22. Need you now

Jess

Zitternd vor Angst lag ich in meinem Bett. Es war zwei Uhr nachts, und seit zehn Minuten konnte ich mein rechtes Bein wieder spüren, was mich im ersten Augenblick unendlich erschrecken ließ, weil es so plötzlich kam. Doch das war nicht das Einzige, was ich fühlte.

Halb besinnungslos vor Schmerzen, welche durch das Knie zogen, und völlig verängstigt, hatte ich schließlich eine E-Mail an NJ geschrieben. Ich brauchte ihn in jenem Moment mehr, als jeden anderen. Er würde verstehen, wie ich mich fühlte. Jetzt konnte ich nur noch hoffen, dass er meine E-Mail sofort las, denn ich wusste nicht, was ich ohne ihn tun sollte.

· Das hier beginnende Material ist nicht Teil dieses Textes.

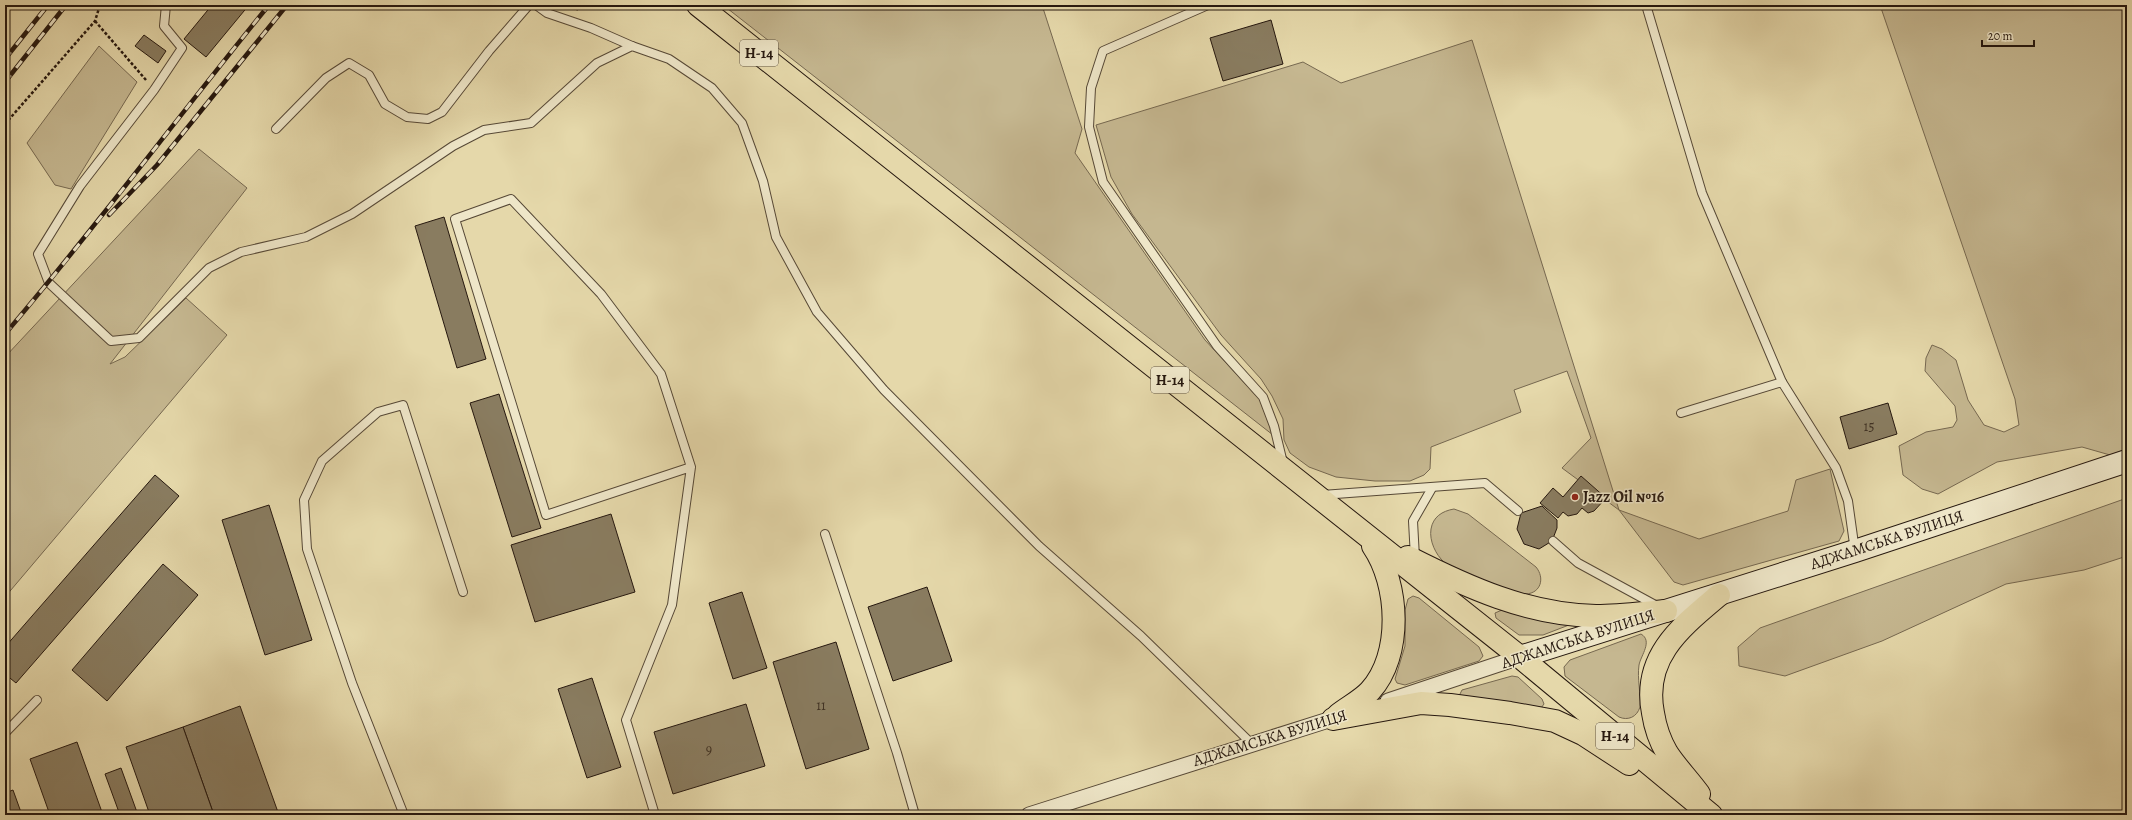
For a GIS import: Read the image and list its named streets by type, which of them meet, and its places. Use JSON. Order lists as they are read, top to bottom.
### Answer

Meine Eltern oder meinen Bruder nachts aus dem Bett zu jagen, um dann wahrscheinlich in die Notaufnahme eines Krankenhauses verfrachtet zu werden, war das, was ich unter keinen Umständen wollte. Mein Innerstes sehnte sich nach einer Person, der ich vertraute und die mir nahe stand, und nicht nach unpersönlichem Krankenhauspersonal.

„Bitte NJ, schreib zurück", weinte ich leise vor mich hin, als ich verzweifelt auf den Posteingang der E-Mails blickte, der vor Leere gähnte.

Es war jetzt genau fünf Minuten her, dass ich ihm meinen Hilferuf zukommen ließ, doch der pochende und gleichzeitig stechende Schmerz hatte keinen Deut nachgelassen. Was sollte ich nur tun? Ich traute mich kaum, mich zu bewegen, denn jede noch so kleine Veränderung meiner Liegeposition verursachte Schmerzen in meinem Knie. Mit einem leisen Stöhnen tippte ich auf dem Display des Handys herum und hoffte, dass nun endlich eine E-Mail von NJ eingetroffen war.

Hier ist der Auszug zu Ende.